» Task objective:
Using the records beneath, say how many lines contain the word "controls", without comment.

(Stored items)
[Start of section]

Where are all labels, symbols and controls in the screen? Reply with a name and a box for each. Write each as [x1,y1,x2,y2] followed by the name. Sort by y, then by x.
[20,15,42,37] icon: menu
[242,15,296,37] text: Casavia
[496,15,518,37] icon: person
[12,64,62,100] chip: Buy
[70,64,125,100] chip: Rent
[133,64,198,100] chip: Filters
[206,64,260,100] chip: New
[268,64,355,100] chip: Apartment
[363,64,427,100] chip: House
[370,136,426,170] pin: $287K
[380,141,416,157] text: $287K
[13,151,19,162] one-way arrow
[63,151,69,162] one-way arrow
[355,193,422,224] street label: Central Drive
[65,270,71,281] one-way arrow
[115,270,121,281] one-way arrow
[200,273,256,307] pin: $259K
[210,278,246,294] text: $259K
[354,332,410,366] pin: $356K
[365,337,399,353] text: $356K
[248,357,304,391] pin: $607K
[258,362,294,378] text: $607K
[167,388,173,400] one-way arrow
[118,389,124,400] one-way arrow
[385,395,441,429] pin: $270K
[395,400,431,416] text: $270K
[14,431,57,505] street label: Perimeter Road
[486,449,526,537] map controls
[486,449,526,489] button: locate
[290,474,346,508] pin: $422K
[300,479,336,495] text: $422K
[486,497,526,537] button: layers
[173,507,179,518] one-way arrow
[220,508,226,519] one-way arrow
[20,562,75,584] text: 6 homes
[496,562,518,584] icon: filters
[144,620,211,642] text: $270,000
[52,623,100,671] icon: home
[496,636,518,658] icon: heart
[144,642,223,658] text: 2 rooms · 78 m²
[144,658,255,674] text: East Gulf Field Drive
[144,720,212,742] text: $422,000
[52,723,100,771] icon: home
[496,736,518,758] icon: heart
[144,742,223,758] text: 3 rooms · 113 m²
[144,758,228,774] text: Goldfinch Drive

[End of section]

» Response to the exercise:
2